The program '[14092] ASREngineApp.exe' has exited with code -1073740777 (0xc0000417)

My code

std::vector<std::string> readFile(const std::string& fileName)
{
    //Read file
    std::vector<std::string> fileLines;
    std::ifstream file;
    file.open("toto.txt", std::ios::in);
    if (!file)
    {
        //problem file NULL
        //return error
    }
    else if (!file.is_open())
    {
        //file not open
        //return error
    }
    else
    {
        //file opened
        std::string str;
        while (std::getline(file, str)) //this line crashes
        {
            fileLines.push_back(str);
        }
    }
    return fileLines;
}
  1. I triple checked and yes, toto.txt if a file that exists beside my application.
  2. I read this answer C++: ifstream::getline problem.

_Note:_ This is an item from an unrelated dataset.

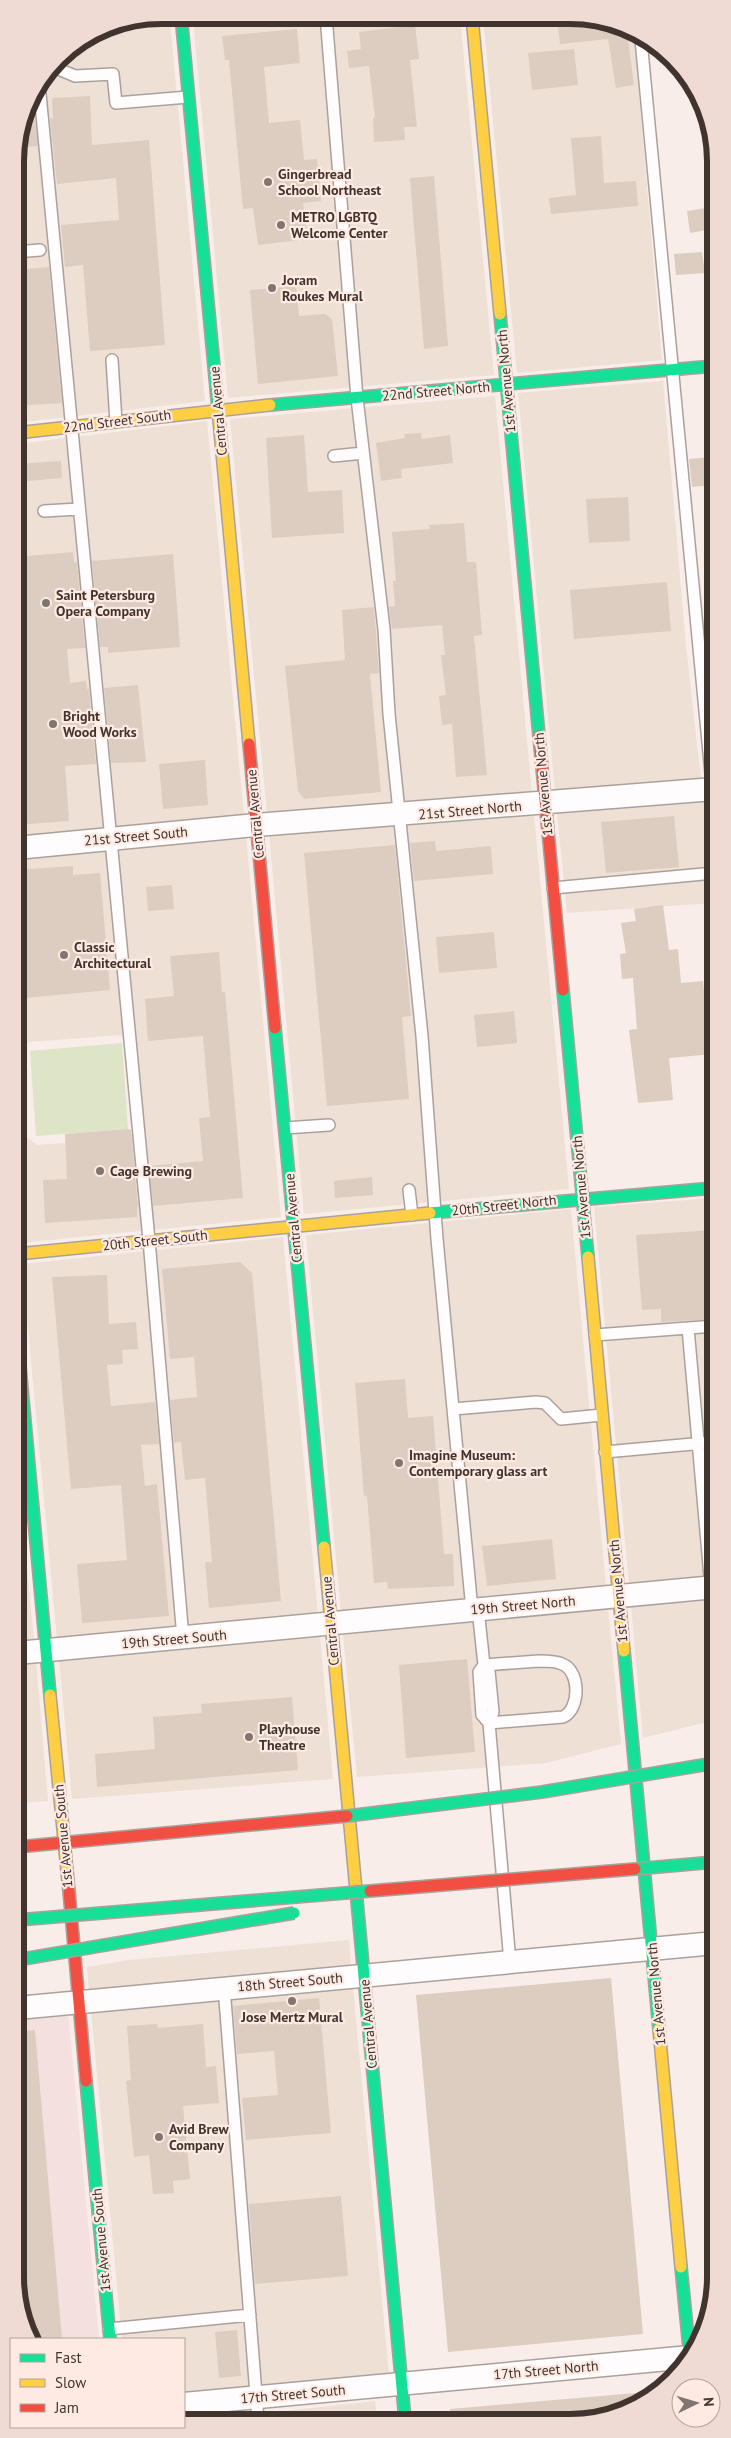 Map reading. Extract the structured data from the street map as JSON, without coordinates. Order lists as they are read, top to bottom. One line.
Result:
{"streets":{"main road":["1st Avenue North","22nd Street North","Central Avenue","22nd Street South","20th Street North","20th Street South","1st Avenue South"],"street":["21st Street North","21st Street South","19th Street North","19th Street South","18th Street South","17th Street North","17th Street South"]},"crossings":[["1st Avenue North","22nd Street North"],["1st Avenue North","21st Street North"],["1st Avenue North","20th Street North"],["1st Avenue North","19th Street North"],["1st Avenue North","18th Street South"],["22nd Street North","Central Avenue"],["22nd Street North","22nd Street South"],["Central Avenue","22nd Street South"],["Central Avenue","21st Street North"],["Central Avenue","21st Street South"],["Central Avenue","20th Street North"],["Central Avenue","20th Street South"],["Central Avenue","19th Street North"],["Central Avenue","19th Street South"],["Central Avenue","18th Street South"],["Central Avenue","17th Street North"],["Central Avenue","17th Street South"],["21st Street North","21st Street South"],["20th Street North","20th Street South"],["19th Street North","19th Street South"],["19th Street South","1st Avenue South"],["1st Avenue South","18th Street South"],["17th Street North","17th Street South"]],"places":["Gingerbread School Northeast","METRO LGBTQ Welcome Center","Joram Roukes Mural","Saint Petersburg Opera Company","Bright Wood Works","Classic Architectural","Cage Brewing","Imagine Museum: Contemporary glass art","Playhouse Theatre","Jose Mertz Mural","Avid Brew Company"],"legend":["Fast","Slow","Jam"],"north":"right"}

This following snippet is also crasing: std::copy(std::istreambuf_iterator<char>(file),std::istreambuf_iterator<char>(),std::ostream_iterator<int>(std::cout, " "));
  3. I tried ofstream and I am able to create a file in the same folder where I am trying to open and read toto.txt
  4. I also double checked the permission of toto.txt, everything looks good.
  5. Compiling with vs2017
  6. Function like file.eof and file.is_open are not crashing, but function like file.tellg and file.seekg are crashing.

EDIT, more information, problem is the ifstream constructor

It looks like the problem is coming from std::ifstream constructor.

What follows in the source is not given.